For Assyrians, today’s circumstances in Iraq mark striking similarities to those of 1933. Again today, Assyrians find themselves in a period of flux, insecurity, threat, and uncertainty. The official Assyrian political aspiration of an administered or semi-autonomous area in the Plains of Nineveh hark back to the appeals made to the League of Nations. The negligible commitment of the West to protect Assyrian Christians mirrors the neglect of the past as well. And now rising attacks against Assyrians1 climaxing in the bloody Church bombings rekindle the same Assyrian suspicions and apprehensions felt in August 1933 when Bekir Sidqi schemed to cleanse yet another region of Assyrians.

However, some welcome differences are not deniable either. Whereas in 1933, the government of Iraq marked the bayoneting of babies by Sidqi’s henchmen with parades and medals, today’s Iraqi government and leading Islamic leaders were quick to condemn the attacks. The rapidity of blaming the attacks on Jordanian born Zirqawi — a non-Iraqi Al-Qaeda operative — attempted to send a quick signal that this could not have been an inside Iraqi attack on fellow Iraqi Christians. One Assyrian analyst who welcomed the condemnations from across the Iraqi political and religious spectrum as a refreshing sea change, never the less viewed the quick declaration by the government that Zirqawi had orchestrated the attack as at least premature if not wholly disingenuous. “Clearly a non-Iraqi Al-Qaeda may have committed these attacks, but so too could have others such as Kurds, former Baathists or anyone else fighting US forces who may in their own twisted way link Assyrian Christian Churches to the American ‘Christian’ forces. For the government to quickly blame Zirqawi without an investigation or a claim of responsibility smacks of a political decision to absolve or whitewash — as it were — any Iraqi or Iraqi society itself for that matter of such a heinous crime. August 7, 1933 and the subsequent decades of persecution by successive regimes remind us that Iraq has been and indeed is capable of such acts. Sweeping such attacks under the rug will not serve the progress of Iraqi society due justice. The history of abuse and massacre of Assyrians by the Iraqi state must be recognized. Only when we come to terms with the historical facts and realities and accept the Assyrian people’s aspiration to live in security in their ancestral towns and villages in the Nineveh Plain can we begin to lay Assyrian concerns to rest.” On a hopeful note, the analyst noted “The early signs from Iraq with nearly universal condemnation of the attacks is indeed encouraging, however.”

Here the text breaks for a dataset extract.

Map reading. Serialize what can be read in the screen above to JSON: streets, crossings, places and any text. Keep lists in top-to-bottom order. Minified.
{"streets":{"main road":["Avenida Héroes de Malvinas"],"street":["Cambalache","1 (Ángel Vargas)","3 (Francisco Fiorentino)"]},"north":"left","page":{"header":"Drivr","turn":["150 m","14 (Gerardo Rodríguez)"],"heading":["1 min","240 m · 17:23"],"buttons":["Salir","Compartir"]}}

This year, less than one week after five Christian Churches were bombed, Assyrians will gather on August 7 in their Churches, social halls, and cemeteries for poems, prayers, and recollections (story). This year, armed with haunting images of smoke billowing from their churches, Assyrians will again become determined to rebuild and refortify. This year, Assyrians will couple the memories of the Simmele massacre with fresh images of bloodied and dead worshipers as they redouble their efforts to transform the historical dream of a self administered area into a safe, secure, and lasting reality.